Dopo la seconda guerra mondiale, nella definizione del nuovo ordine mondiale diviso in due blocchi contrapposti (tra capitalismo e comunismo) la sicurezza europea era stata “appaltata” agli americani: Essi in realtà avevano rilevanti interessi geopolitici e culturali in Europa, Medio Oriente ed Africa, vi era quindi coincidenza di esigenze. Oggi, come da tempo chiaramente espresso dagli stessi americani, le loro sfide da affrontare sono verso la Cina, l’India, il sud America, per cui nella ricerca degli equilibri internazionali conseguenti, l’Europa dovrebbe – nell’auspicio statunitense – “saper badare a sé stessa”.
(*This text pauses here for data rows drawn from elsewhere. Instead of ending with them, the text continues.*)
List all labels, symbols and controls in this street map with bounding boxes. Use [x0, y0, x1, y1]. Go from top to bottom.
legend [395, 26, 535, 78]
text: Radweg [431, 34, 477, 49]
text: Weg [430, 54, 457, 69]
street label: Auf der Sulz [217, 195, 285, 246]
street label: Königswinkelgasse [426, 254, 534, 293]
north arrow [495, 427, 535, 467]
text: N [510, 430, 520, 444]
Un mondo che cambia più velocemente della nostra politica
Ma l’Europa, stretto mosaico di Stati troppo spesso divisi, si scopre vulnerabile proprio mentre dovrebbe mostrarsi più forte. Oggi non possiamo più limitarci a osservare. È arrivato il tempo delle scelte.
Negli ultimi mesi, tre dinamiche globali hanno assunto un peso evidente:
- la competizione strategica tra Stati Uniti e Cina, sempre più aperta,
- l’instabilità ai confini dell’Unione, tra Europa orientale, Mediterraneo e Medio Oriente,
- l’aumento delle minacce ibride, cibernetiche e infrastrutturali, che non conoscono confini né tempi istituzionali.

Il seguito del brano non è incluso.